Tecnologia contra o aquecimento global

Brasil sai na frente com etanol, biodiesel e plantio direto

EDUARDO CESAREtanol: 325 usinas produzem 17 milhões de litros, 35% do total mundialEDUARDO CESAR

Os três relatórios do Painel Intergovernamental sobre Mudanças Climáticas (IPCC) — a maior radiografia ambiental já realizada — divulgados nos meses de março, abril e maio não deixaram dúvidas de que a elevação da temperatura do planeta tem que ser creditada à ação do homem e que o impacto do aquecimento global sobre os ecossistemas, a economia e as sociedades poderá custar caro à humanidade. Mas também apontaram o caminho: o mundo pode reduzir as emissões de gases de efeito estufa, principalmente as de dióxido de carbono (CO2), por meio da utilização de energias renováveis, racionalização no uso de transportes, melhoria no manejo agrícola e redução do desmatamento, entre outras medidas mitigadoras. A ação, no entanto, deve ser imediata.

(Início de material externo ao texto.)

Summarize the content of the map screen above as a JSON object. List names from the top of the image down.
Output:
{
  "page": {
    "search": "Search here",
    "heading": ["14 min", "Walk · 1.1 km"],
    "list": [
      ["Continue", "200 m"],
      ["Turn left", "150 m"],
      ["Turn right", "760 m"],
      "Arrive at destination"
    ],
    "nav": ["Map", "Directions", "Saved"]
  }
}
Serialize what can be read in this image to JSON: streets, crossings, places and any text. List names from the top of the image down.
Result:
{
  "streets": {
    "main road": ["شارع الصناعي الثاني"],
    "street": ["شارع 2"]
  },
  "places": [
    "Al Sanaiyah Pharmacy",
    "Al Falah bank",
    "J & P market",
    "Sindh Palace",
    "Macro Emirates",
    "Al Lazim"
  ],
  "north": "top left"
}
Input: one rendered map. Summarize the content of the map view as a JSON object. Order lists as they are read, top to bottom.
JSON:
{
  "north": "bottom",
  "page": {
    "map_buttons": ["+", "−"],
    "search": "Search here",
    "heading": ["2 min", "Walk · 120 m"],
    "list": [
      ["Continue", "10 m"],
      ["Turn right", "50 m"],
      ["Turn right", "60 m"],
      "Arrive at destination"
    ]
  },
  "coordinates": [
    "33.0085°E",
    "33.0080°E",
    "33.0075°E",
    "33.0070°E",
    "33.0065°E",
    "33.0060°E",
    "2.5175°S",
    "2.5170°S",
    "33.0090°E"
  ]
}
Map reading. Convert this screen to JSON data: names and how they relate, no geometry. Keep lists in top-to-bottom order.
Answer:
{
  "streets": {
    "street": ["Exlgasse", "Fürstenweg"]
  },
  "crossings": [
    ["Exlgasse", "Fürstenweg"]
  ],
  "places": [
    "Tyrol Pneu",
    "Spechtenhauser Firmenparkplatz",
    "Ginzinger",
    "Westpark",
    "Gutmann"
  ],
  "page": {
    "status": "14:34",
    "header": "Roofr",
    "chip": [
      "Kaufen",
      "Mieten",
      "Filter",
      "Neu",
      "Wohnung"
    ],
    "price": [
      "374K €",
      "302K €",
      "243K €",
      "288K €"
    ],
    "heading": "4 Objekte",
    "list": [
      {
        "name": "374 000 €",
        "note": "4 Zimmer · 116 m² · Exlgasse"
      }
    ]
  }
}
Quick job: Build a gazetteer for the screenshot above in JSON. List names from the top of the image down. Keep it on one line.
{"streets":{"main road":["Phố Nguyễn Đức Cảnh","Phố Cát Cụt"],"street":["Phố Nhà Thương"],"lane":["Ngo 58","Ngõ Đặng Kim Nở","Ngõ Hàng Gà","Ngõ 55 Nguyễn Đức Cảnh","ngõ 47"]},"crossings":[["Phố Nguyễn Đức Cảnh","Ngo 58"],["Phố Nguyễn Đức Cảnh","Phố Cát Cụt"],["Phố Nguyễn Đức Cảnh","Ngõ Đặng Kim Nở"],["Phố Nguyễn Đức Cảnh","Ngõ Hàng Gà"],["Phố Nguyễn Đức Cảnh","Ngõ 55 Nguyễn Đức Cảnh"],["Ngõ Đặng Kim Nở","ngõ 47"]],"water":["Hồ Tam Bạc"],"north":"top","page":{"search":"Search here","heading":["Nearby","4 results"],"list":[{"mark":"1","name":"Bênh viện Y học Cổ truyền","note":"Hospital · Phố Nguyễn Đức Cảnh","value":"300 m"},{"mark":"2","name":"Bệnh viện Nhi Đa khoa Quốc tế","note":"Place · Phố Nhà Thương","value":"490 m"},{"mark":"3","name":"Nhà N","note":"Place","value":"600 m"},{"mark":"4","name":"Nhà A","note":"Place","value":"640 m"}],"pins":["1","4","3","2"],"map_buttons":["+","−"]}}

“Esse é um momento excelente para mudar o padrão de consumo para atender demandas da sustentabilidade e mudar a visão de utilização dos recursos naturais do planeta”, afirma Paulo Artaxo, enxergando no que poderia ser interpretado como crise uma oportunidade, sobretudo para o Brasil, que, segundo ele, tem “enormes vantagens estratégicas” em relação a todas as recomendações do IPCC.

A lista de “vantagens estratégicas” começa pelo etanol e inclui o biodiesel, as tecnologias de plantio direto e a produção de energia elétrica a partir de insumos renováveis. A tecnologia do etanol vem sendo desenvolvida há três décadas. O país tem mais de 6 milhões de hectares de cana-de-açúcar e produz 17,7 bilhões de litros de etanol, algo em torno de 35% do total mundial, em 325 usinas sucroalcooleiras. A produtividade varia de 6 mil a 8 mil litros de etanol por hectare. Cerca de 90 novas usinas estão em fase de instalação e quase 200 em estudos — metade delas com participação estrangeira —, o que deverá ampliar a área plantada em mais 1 milhão de hectares e elevar a oferta do combustível para 27,8 bilhões de litros até 2010.

O Brasil e os Estados Unidos — com uma produção de 18,5 bilhões de litros de etanol obtidos a partir do milho — respondem por 70% do mercado mundial de etanol. O mercado brasileiro já tem boas perspectivas de expansão. O consumo interno cresce com o carro flex — a expectativa é de um aumento de 50% até 2010, nos cálculos da União da Indústria da Cana-de-Açúcar (Unica) — e com a mistura obrigatória do álcool à gasolina. O mercado internacional ainda é incipiente e volátil, como costuma descrever Marcos Jank, presidente do Instituto de Estudos do Comércio e Negociações Internacionais (Icone). Há perspectivas de um crescimento das exportações brasileiras — que no ano passado somaram 3,5 bilhões de litros — para o mercado japonês e asiático, por exemplo. A possibilidade de negócio com os Estados Unidos esbarra numa tarifa protecionista de US$ 0,14 por litro e na disposição daquele país de ir fundo no abastecimento do mercado interno: US$ 1,9 bilhão está sendo investido em pesquisa com o etanol do milho. Para os especialistas, o Brasil deveria apostar na exportação de sua tecnologia de produção de etanol para países da África, Ásia e América Latina, que produzem cana com baixa utilização de tecnologia e têm déficit de energia.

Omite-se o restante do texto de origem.